Tensions have been rising in Lebanon for some time over the revelation of Hezbollah’s role in the 2005 assassination of Lebanese PM Rafik Hariri. The hoo-ha last week over the discovery of alleged Israeli spying equipment in Lebanese territory was a fairly transparent attempt to deflect attention by rallying Lebanese popular sentiment in a familiar direction. (The fact that the devices were discovered several years ago, but the indignation reserved for last week, is a clue.)
A UN tribunal set up to investigate the Hariri assassination led directly to the withdrawal of Syria from Lebanon after 29 years of occupation, so Sheik Hassan Nasrallah (Hezbollah’s big cheese) has reason to be uncomfortable. He has threatened a “new era of resistance” directed towards any Lebanese who do not support the group against the tribunal, up to and including current Lebanese PM Sa’ad Hariri — the murdered man’s son.
In May, Spiegel broke the story that the UN was likely to name Hezbollah for the crime. Nasrallah subsequently admitted that Hezbollah members would likely be indicted, but said (three guesses? ) that the tribunal was set up by the Israelis and therefore a pack of Zionist lies. (The prime suspect is believed to be Mustafa Badr al-Din, a senior member of Hezbollah and brother-in-law of arch-terrorist and Hezbollah macher Imad Fayez Mugniyah.)
Not long thereafter, Sa’ad Hariri said publicly that he does not believe Syria was behind his father’s murder and that he supports the UN tribunal, which is about as close to a direct accusation as he is likely to get.

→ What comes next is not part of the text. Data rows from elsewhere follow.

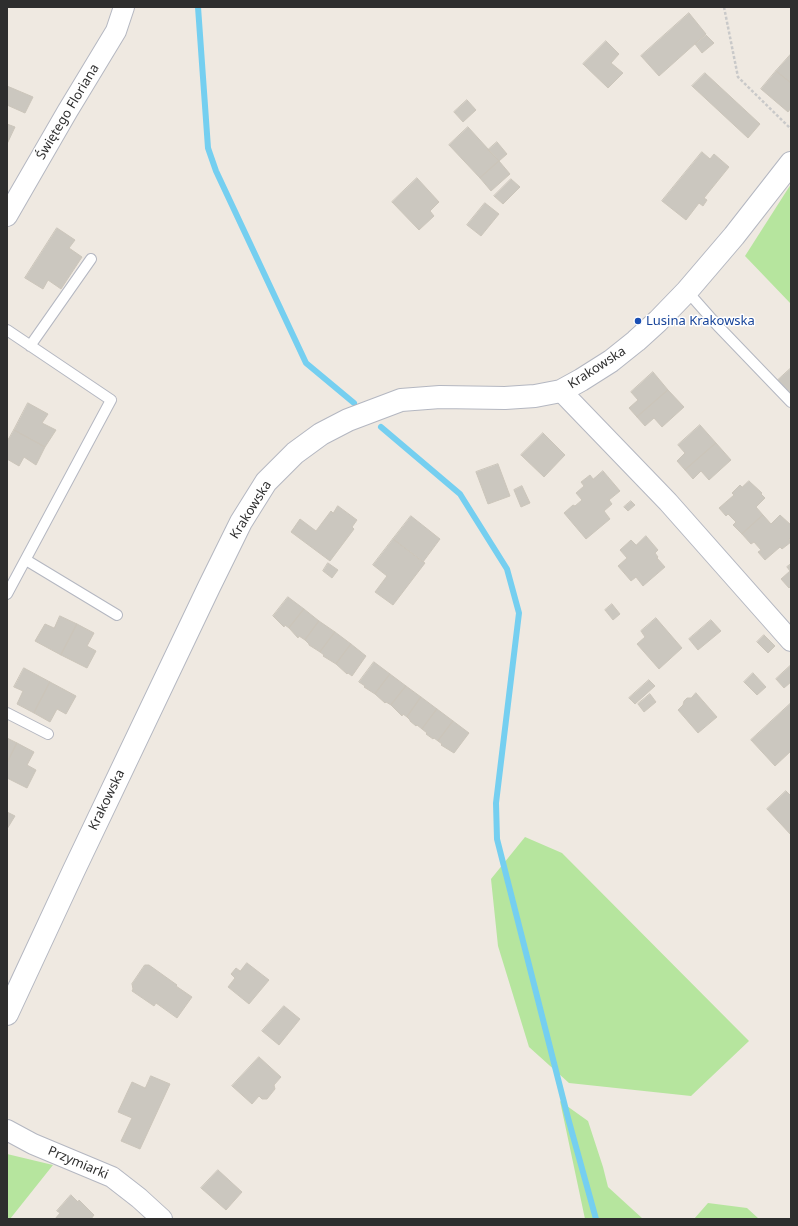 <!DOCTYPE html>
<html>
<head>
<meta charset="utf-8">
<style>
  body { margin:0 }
  #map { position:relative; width:798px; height:1226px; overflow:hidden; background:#efe9e1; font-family:"Noto Sans",sans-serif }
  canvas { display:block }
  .frame { position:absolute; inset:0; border:8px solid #2e2e2e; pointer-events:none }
</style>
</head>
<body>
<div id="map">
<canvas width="798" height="1226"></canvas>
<div class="frame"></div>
</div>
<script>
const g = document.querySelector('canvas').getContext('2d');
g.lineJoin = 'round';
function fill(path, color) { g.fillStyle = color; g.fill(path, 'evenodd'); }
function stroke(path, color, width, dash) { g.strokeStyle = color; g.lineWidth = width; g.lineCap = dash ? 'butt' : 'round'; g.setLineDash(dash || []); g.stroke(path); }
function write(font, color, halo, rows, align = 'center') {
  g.font = font + ' "Noto Sans",sans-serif'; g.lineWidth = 3; g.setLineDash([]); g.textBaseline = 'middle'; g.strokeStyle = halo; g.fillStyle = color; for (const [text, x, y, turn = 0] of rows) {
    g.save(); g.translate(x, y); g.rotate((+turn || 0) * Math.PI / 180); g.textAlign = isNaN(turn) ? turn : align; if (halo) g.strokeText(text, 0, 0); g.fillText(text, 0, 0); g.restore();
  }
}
fill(new Path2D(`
  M 791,184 L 791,304 L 745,256 Z
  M 525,837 L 562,853 L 749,1041 L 691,1096 L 569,1083 L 529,1047 L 498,946 L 491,879 Z
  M 560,1101 L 588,1121 L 603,1167 L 608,1187 L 643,1219 L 585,1219 Z
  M 7,1154 L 53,1165 L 10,1219 L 7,1219 Z
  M 708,1203 L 747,1208 L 759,1219 L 694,1219 Z`), '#b6e59e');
stroke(new Path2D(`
  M 198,7 L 208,148 L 216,171 L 306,363 L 354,403
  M 381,427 L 460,494 L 507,569 L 519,613 L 496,803 L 497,839 L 568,1118 L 596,1219`), '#75cff0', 6);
const building = new Path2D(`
  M 689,13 L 706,34 L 659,76 L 641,56 Z
  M 706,35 L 714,43 L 702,53 L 695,44 Z
  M 606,41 L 619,54 L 611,63 L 623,73 L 608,88 L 583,64 Z
  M 791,54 L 791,83 L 776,71 Z
  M 776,71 L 791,83 L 791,108 L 788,112 L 761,89 Z
  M 705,73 L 760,124 L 748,138 L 692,86 Z
  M 7,86 L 33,97 L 25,113 L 7,105 Z
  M 467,100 L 476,110 L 463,122 L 454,112 Z
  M 7,124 L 15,127 L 7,144 Z
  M 468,127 L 499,161 L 480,178 L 449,145 Z
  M 497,142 L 507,154 L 499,161 L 488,150 Z
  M 702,152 L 710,159 L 714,154 L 729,167 L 704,198 L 707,200 L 703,206 L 699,203 L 686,220 L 662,201 Z
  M 499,161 L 510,174 L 491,191 L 480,178 Z
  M 417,178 L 439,202 L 430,211 L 434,216 L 419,230 L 392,202 Z
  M 511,179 L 520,187 L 503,204 L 494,196 Z
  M 485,203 L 499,214 L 481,236 L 467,225 Z
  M 57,228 L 75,240 L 69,248 L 82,257 L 61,289 L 48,280 L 43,289 L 25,278 Z
  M 791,368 L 791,397 L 777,381 Z
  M 653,372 L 668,390 L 637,417 L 629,408 L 638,400 L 631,392 Z
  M 668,390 L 684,407 L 662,427 L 654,418 L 645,426 L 637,417 Z
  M 28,403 L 48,414 L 42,423 L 56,430 L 45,447 L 14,430 Z
  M 700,425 L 716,443 L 685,470 L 677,461 L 685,453 L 678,445 Z
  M 14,430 L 45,447 L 36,465 L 24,457 L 19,466 L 7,459 L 7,442 Z
  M 543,433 L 565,455 L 544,477 L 521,455 Z
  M 716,443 L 731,460 L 709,480 L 701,471 L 693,479 L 685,470 Z
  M 498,464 L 510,496 L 488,504 L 476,472 Z
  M 603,471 L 620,491 L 609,500 L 612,504 L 604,511 L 610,519 L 586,539 L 564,513 L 573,505 L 575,506 L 582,500 L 576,493 L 584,486 L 581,482 L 590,475 L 593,479 Z
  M 749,481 L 762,493 L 761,494 L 765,498 L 756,507 L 763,515 L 742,534 L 733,525 L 736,522 L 728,514 L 726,516 L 719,508 L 734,495 L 732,493 L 740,485 L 742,487 Z
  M 522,486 L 530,503 L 521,507 L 514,490 Z
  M 631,501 L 635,505 L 628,511 L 624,507 Z
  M 338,506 L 357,520 L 352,527 L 354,529 L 330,561 L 291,532 L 300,519 L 316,531 L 331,511 L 333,513 Z
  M 763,515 L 771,524 L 780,515 L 791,525 L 791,537 L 789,539 L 791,542 L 782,549 L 780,547 L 765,560 L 758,552 L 761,550 L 754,542 L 751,544 L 742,534 Z
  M 411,516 L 440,539 L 423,562 L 393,539 Z
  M 646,536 L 658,550 L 655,553 L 658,557 L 657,558 L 665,567 L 643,586 L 636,577 L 631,581 L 618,566 L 627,558 L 620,550 L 631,540 L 636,545 Z
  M 393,539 L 425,563 L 393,605 L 375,592 L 387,576 L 373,565 Z
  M 328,563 L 338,570 L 332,578 L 323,571 Z
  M 791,564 L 791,586 L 789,588 L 781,579 L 790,571 L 787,567 Z
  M 288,597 L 304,609 L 289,628 L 285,625 L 284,627 L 273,616 Z
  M 612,604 L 620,614 L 613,620 L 605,610 Z
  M 304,609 L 319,621 L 305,640 L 299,636 L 298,638 L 289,628 Z
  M 60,616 L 77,624 L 61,655 L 35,641 L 45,624 L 54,628 Z
  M 656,618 L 682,648 L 659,669 L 637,644 L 645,637 L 641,631 Z
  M 711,620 L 721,631 L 698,650 L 689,639 Z
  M 319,621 L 335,632 L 320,652 L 309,645 L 309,644 L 305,640 Z
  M 77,624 L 94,633 L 87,646 L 96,651 L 87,668 L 61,655 Z
  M 335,632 L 351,644 L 336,664 L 323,656 L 324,655 L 320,652 Z
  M 764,635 L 775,646 L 768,653 L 757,642 Z
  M 351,644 L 366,656 L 352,676 L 348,673 L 347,674 L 336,664 Z
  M 374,662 L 390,674 L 375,694 L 364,687 L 365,686 L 359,682 Z
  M 791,665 L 791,682 L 784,688 L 776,679 Z
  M 24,668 L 50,682 L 34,713 L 17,704 L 23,691 L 14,687 Z
  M 753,673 L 766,687 L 757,695 L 744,682 Z
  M 390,674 L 406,686 L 391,705 L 386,702 L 385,703 L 375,694 Z
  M 649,680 L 655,686 L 635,704 L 629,698 Z
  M 50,682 L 76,696 L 66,714 L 57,709 L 50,722 L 34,713 Z
  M 406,686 L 421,697 L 407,717 L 403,714 L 402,716 L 391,705 Z
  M 696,693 L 717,717 L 698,733 L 678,710 L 683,705 L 684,701 L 687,698 L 691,698 Z
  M 650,694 L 656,702 L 644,712 L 638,704 Z
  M 421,697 L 437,709 L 422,729 L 417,725 L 416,726 L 410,721 L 410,720 L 407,717 Z
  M 791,703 L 791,751 L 775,766 L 751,740 Z
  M 437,709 L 453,721 L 438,741 L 434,738 L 433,739 L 426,734 L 427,733 L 422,729 Z
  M 453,721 L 469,733 L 454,753 L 441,745 L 442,744 L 438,741 Z
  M 7,738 L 17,743 L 7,763 Z
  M 17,743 L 34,752 L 27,765 L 36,770 L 27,788 L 7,778 L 7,763 Z
  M 786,791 L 791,796 L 791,835 L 767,809 Z
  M 7,812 L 15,816 L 7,829 Z
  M 247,963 L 269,980 L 249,1004 L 228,987 L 235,978 L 231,974 L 236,968 L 240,971 Z
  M 145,965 L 149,965 L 177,985 L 176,986 L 192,997 L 177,1018 L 156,1003 L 154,1006 L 132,991 L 133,989 L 132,984 Z
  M 284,1006 L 300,1019 L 279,1045 L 262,1031 Z
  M 259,1057 L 281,1077 L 274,1085 L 275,1089 L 267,1099 L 262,1099 L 259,1096 L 252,1104 L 232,1086 Z
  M 151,1076 L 170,1084 L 140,1149 L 121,1141 L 132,1118 L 118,1112 L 132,1082 L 145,1088 Z
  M 218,1170 L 242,1192 L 226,1210 L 201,1188 Z
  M 71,1195 L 78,1202 L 79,1200 L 94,1215 L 91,1219 L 55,1219 L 60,1213 L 57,1211 Z`);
fill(building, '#cbc7bf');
stroke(building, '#cbc5ba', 1);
const service = new Path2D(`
  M 687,291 L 717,325 L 791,402
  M 7,330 L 111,400 L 7,594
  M 30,346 L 91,259
  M 26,560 L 117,615
  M 7,713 L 48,734`);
const minor = new Path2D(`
  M 7,216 L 67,112 L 116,31 L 124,7
  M 561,391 L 668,502 L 791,641
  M 7,1130 L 33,1144 L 112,1177 L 139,1198 L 162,1219`);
const tertiary = new Path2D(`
  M 7,1014 L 74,870 L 209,587 L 241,522 L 266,482 L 295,453 L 321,434 L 348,420 L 401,400 L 440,397 L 505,398 L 535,396 L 561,391 L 581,380 L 611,361 L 636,341 L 658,321 L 687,291 L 734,236 L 791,163`);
stroke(service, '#b4b7c1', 12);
stroke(minor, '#b4b7c1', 22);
stroke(tertiary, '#b4b7c1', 24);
stroke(new Path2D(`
  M 724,7 L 738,77 L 791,129`), '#c9c9c9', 2.5, [3, 2]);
stroke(service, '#fff', 10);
stroke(minor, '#fff', 20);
stroke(tertiary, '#fff', 22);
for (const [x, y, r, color] of [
  [638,321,4,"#1a4fb4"]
]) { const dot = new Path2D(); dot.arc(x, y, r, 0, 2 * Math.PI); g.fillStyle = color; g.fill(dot); stroke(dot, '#fff', 1.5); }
write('13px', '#2e2e2e', '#fff', [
  ["Świętego Floriana",68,112,-59],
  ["Krakowska",597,368,-33],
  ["Krakowska",251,510,-58],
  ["Krakowska",107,800,-64],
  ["Przymiarki",78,1163,23]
]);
write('13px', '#164399', '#fff', [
  ["Lusina Krakowska",646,321]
], 'left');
</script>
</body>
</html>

Nasrallah countered by demanding that the Lebanese government boycott the tribunal, a move that directly challenged the government’s authority (Hezbollah is part of a so-called unity government; it has no right to dictate the government’s actions) and that prompted a swat from the UN.
Last month, the Canadian Broadcasting Corporation broke the news that substantial additional evidence has been uncovered that “points overwhelmingly to the fact that the assassins were from Hezbollah.” Last week, Nasrallah again directly threatened all Lebanese who cooperate with the tribunal (and he will “cut the hand” of anyone who attempts to arrest members of Hezbollah). Simultaneously with these threats, the alleged Israeli spying devices were pulled out of cold storage.
So what’s next? UN Special Envoy Terje Roed-Larsen sees a “hurricane” on the horizon, and he may be right. Nasrallah’s back is against the wall, and he will almost certainly see Hezbollah’s only defensive maneuver as an offensive one — or rather two, one against those Lebanese who won’t fall in line and one against Israel. His importunings to the Lebanese people — that Israel is the real enemy — sound increasingly frantic, and a frantic, Iran-backed Nasrallah is a dangerous quantity indeed. His goal is the subjugation of Lebanon, but her people have not forgotten Hariri. They threw off the Syrian yoke, and they will not necessarily submit quietly while Hariri’s murderers ascend.
The UN tribunal’s final report is expected in early 2011. Civil war in Lebanon is a distinct possibility, as is the launching by Hezbollah of a Hail Mary war with Israel.